Roman à partir de 09 ans.

Les sciences cognitives et l’éducation : pour mieux répondre aux besoins des élèves

Depuis quelques années, les sciences cognitives font parler d’elle dans le monde de l’éducation. On s’intéresse de plus en plus à elles pour trouver des solutions aux plus gros problèmes de l’école, notamment les inégalités sociales et les difficultés d’apprentissage des élèves.

Assez fascinante parce qu’à la fois novatrice et en même temps évidente, cette approche interpelle : comment les sciences cognitives peuvent-elle aider l’école ? Mais d’abord, qu’est-ce que les sciences cognitives ?

Les sciences cognitives regroupent un ensemble de disciplines scientifiques dédiées à la description, l’explication, et la simulation des mécanismes de la pensée humaine, animale ou artificielle, et plus généralement de tout système complexe de traitement de l’information capable d’acquérir, conserver, utiliser et transmettre des connaissances. Les sciences cognitives reposent donc sur l’étude de phénomènes aussi divers que la perception, l’intelligence, le langage, le calcul, le raisonnement ou même la conscience.

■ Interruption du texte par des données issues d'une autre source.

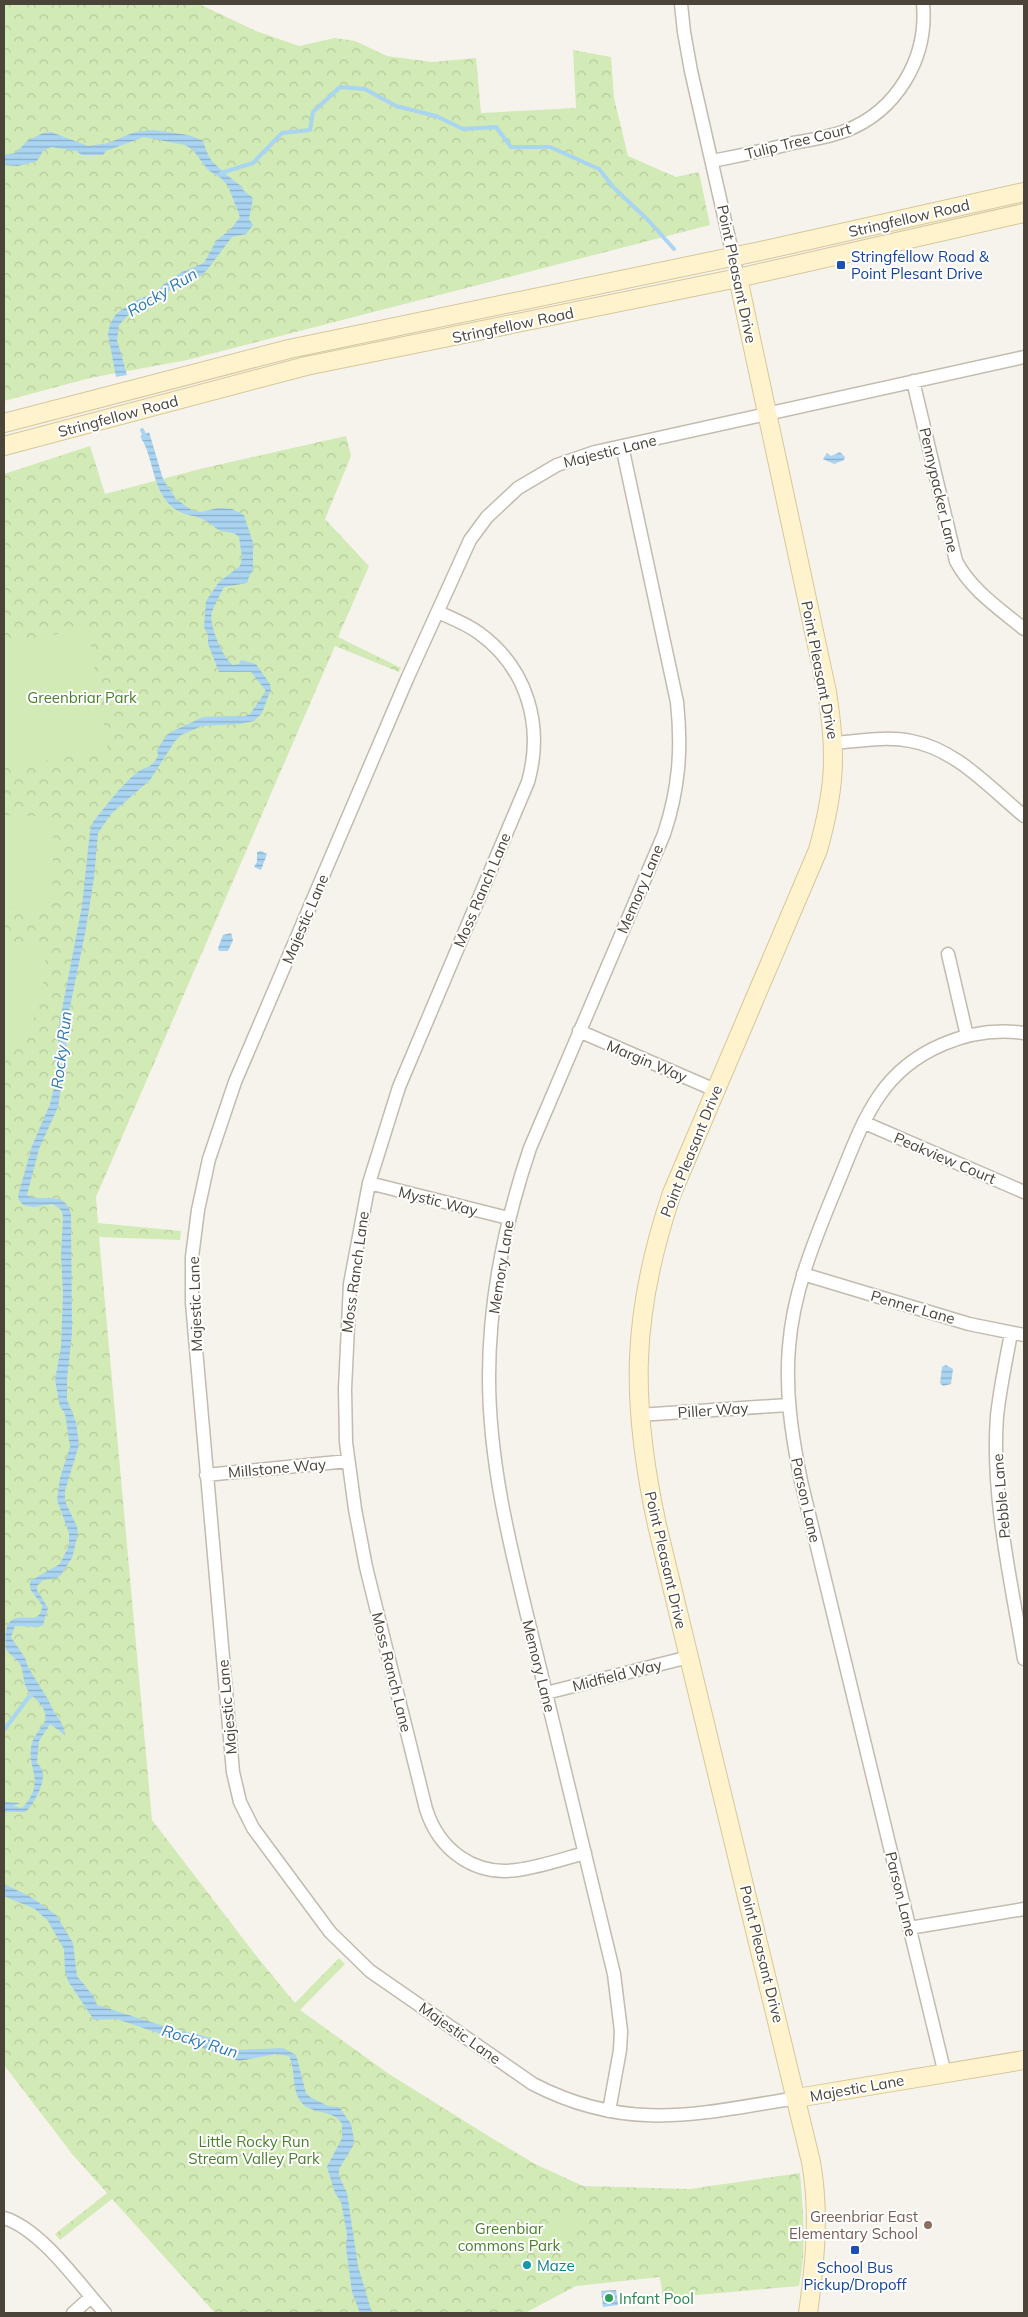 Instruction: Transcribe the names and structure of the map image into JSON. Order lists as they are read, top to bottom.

On peut ranger dans les sciences cognitives les disciplines suivantes : Philosophie, Linguistique, Anthropologie, Neurosciences, Informatique et Psychologie.

Voilà pour une définition sommaire. La page wikipédia des sciences cognitives la développe davantage.

Le site des étudiants et chercheurs en sciences cognitives de Lyon explique assez clairement cette nouvelle discipline, ses tenants et ses aboutissants.

Enfin, les travaux de Stanislas Dehaene et ses conférences visibles en vidéo sur le site du Collège de France, font office de référence en la matière. Celui-ci fait d’ailleurs la remarque, au début d’un de ses colloques, et à l’attention des enseignants, qu’il est inadmissible de transmettre un savoir sans connaître le mode de fonctionnement du cerveau de l’enfant…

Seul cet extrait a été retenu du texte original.